Companies wish to refresh their CMS implementations from time to time, that is natural and that is the evolution of the Internet, disguised as a revolutionary organisational change. Some companies who have not followed the product versions they are on, due to varios not fully understood reasons, face a big hurdle when they try to tackle a refresh 5 years after the implementation was complete.
Companies at that stage look for the upgrade path and find that its not as simple as they might think, products have dramatically changed, API and development need to be done from scratch or minimal reuse and IT will need to redesign implementation and plugins from webservers.
These hurdles usually direct those companies to a path examining other products, which in turn makes the current product look really bad when compared to the modern competitors.
When comparing the content editing interfaces of few years back you see that Internet evolution has not ceased and the new interfaces are slick, quick and easy to use.
To change your CMS you need to go through a very elaborate process, you need to remodel your data, refresh your site, rebuild your CMS data structure and content interfaces. You will need to bring the old data through from your old CMS through some sort of migration and while your at it why not get social media integration and some internal integrations that you always wished you have done.
But just like renovating a house, the problem with projects like this are the complexity and dependency between the sub projects and the unknown factor.
Your data migration depends on your data remodeling and that requires your wireframes and content strategy to be designed first making the migration design fase delayed. You want to integrate to the companies internal SAP product availability but require the catalogues to be migrated and these are delayed from the wireframe and content remodelling activities.
You get the point.
Every change in every project carries changes in the other projects and simple changes to one project can be cumbersome to others.
So why not spread it around?
Start from your new CMS and build up, stage by stage. Solidify one and get the next on top.
You cant paint the walls before you plaster them and you cant plaster them before the frame.
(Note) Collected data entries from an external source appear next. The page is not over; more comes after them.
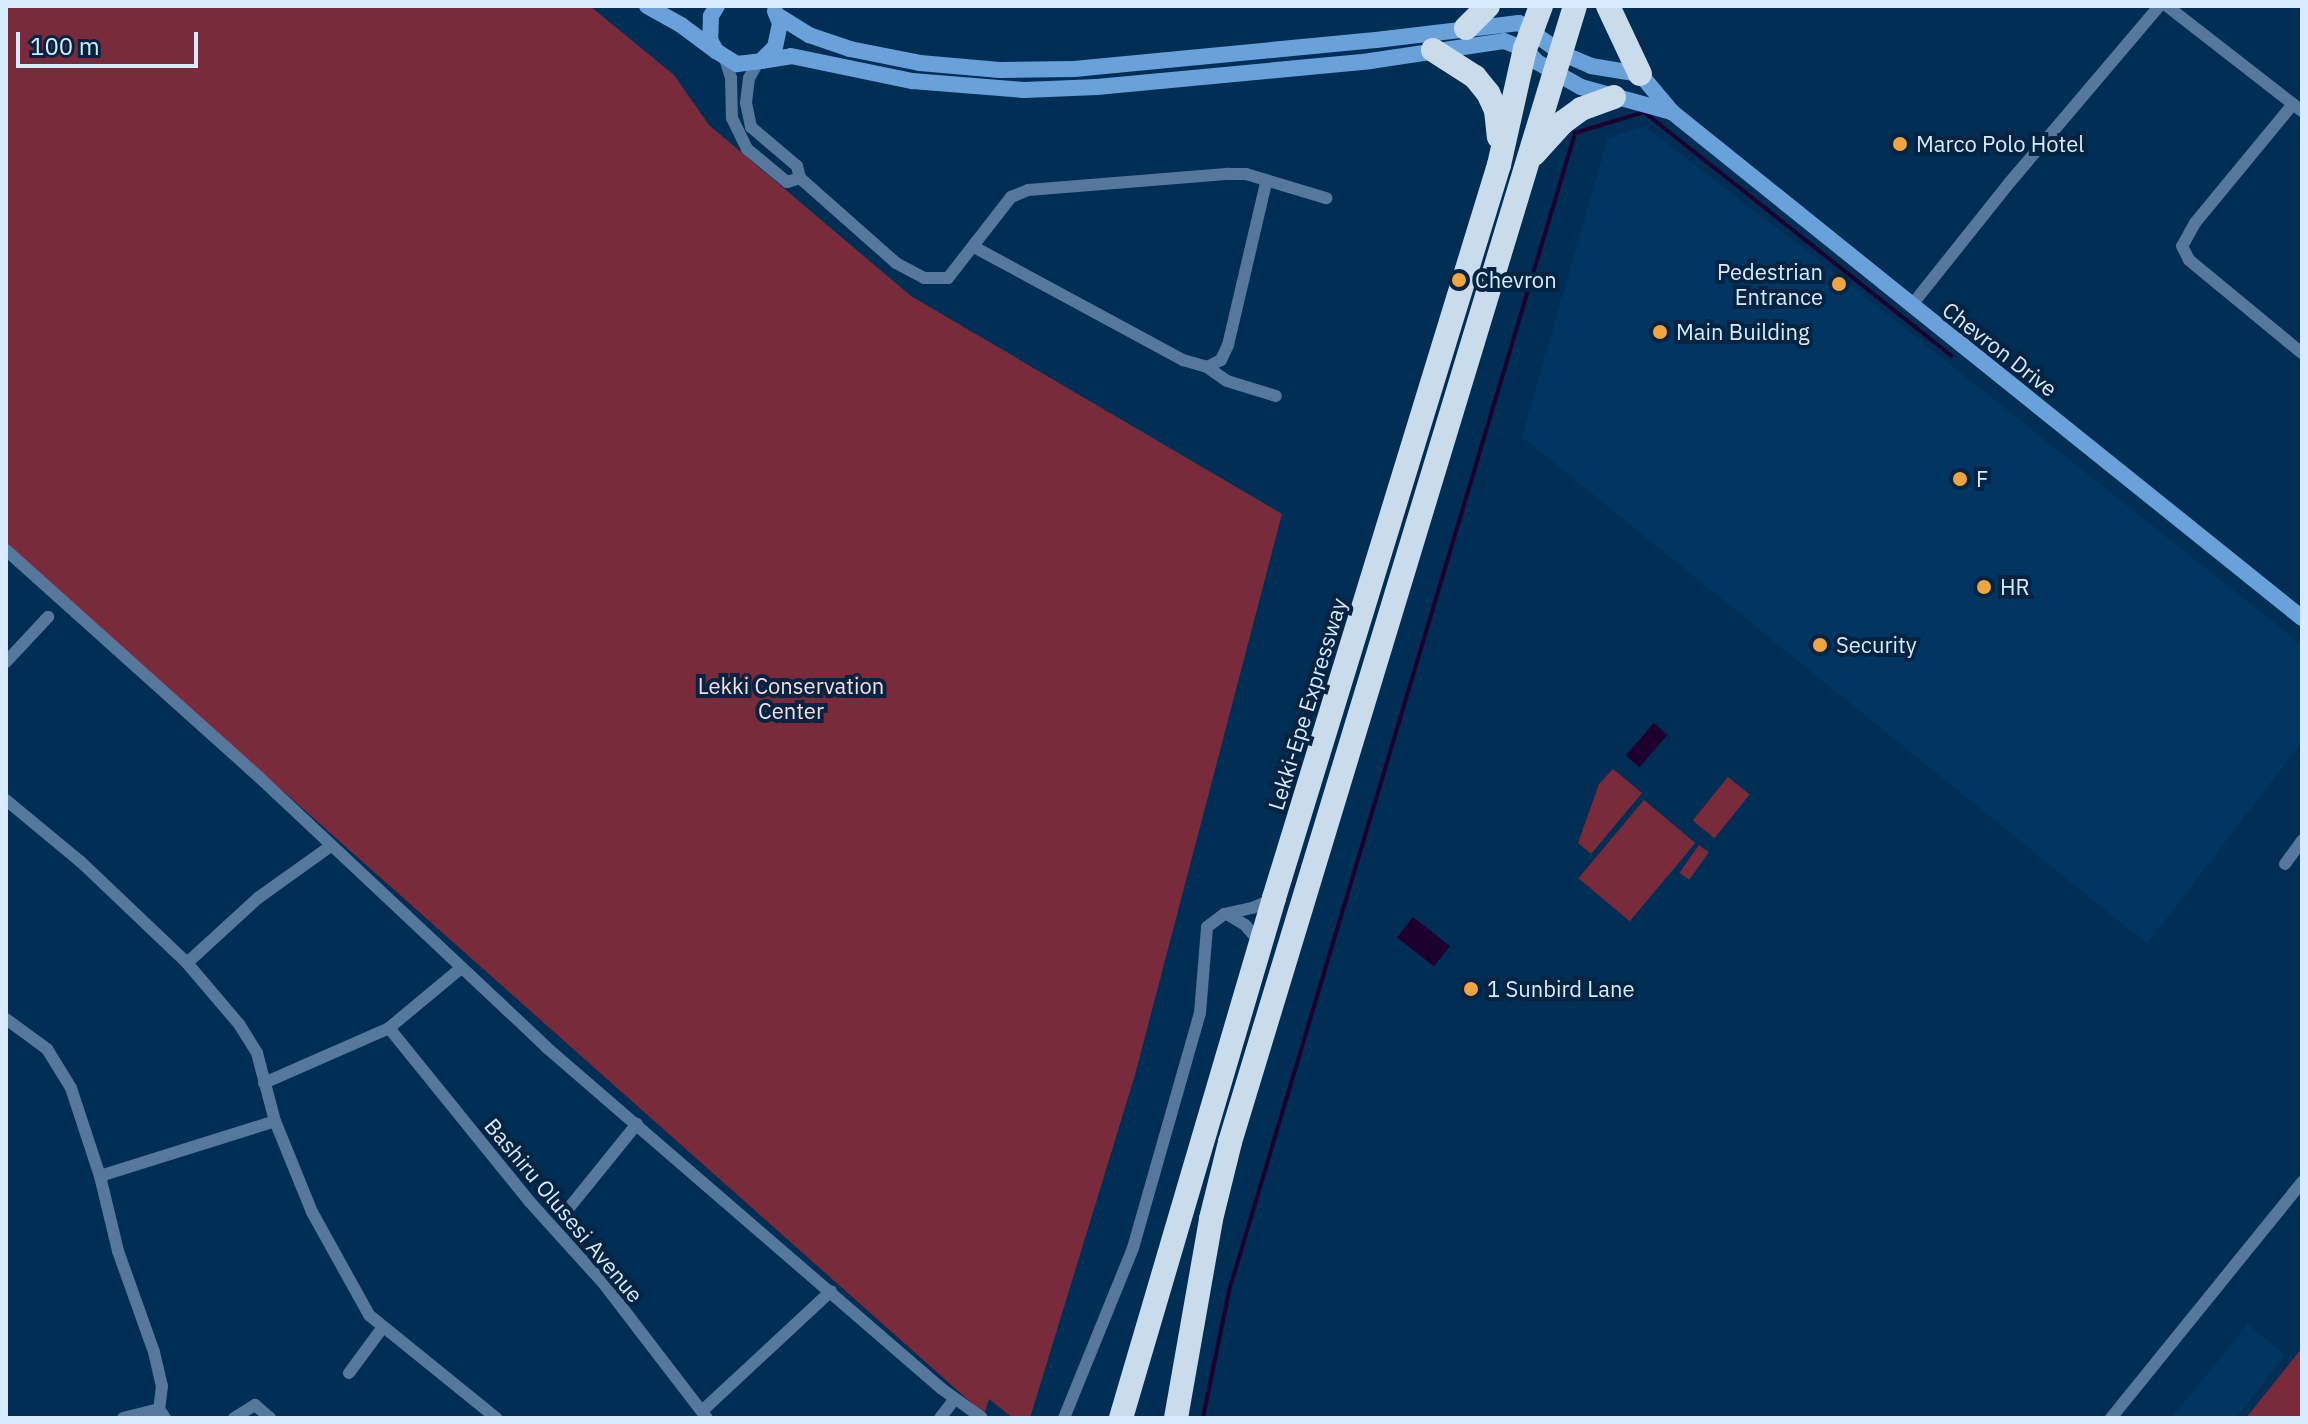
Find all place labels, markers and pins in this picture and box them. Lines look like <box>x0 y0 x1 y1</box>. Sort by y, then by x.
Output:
place label: Marco Polo Hotel <box>1916 131 2084 157</box>
marker: Marco Polo Hotel <box>1891 135 1909 153</box>
place label: Pedestrian Entrance <box>1717 258 1823 310</box>
place label: Chevron <box>1475 267 1557 293</box>
marker: Chevron <box>1450 271 1468 289</box>
marker: Pedestrian Entrance <box>1830 275 1848 293</box>
place label: Main Building <box>1676 319 1810 345</box>
marker: Main Building <box>1651 323 1669 341</box>
place label: F <box>1976 466 1988 492</box>
marker: F <box>1951 470 1969 488</box>
place label: HR <box>2000 574 2030 600</box>
marker: HR <box>1975 578 1993 596</box>
place label: Security <box>1836 632 1917 658</box>
marker: Security <box>1811 636 1829 654</box>
place label: 1 Sunbird Lane <box>1487 976 1635 1002</box>
marker: 1 Sunbird Lane <box>1462 980 1480 998</box>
So my advice will be to set your expectations as follows, expect to have the site working before you get your data migrated and before the integration points are working.
Make the work a step ladder and climb only when you feel secure the other step will hold.
But you might state that this will create problems when you identify changes that are needed in the step under you.
This is true that it could take more to fix. But there is a benefit in loosing so many management and layers to figure out the same and coordinate that Change earlier in the process.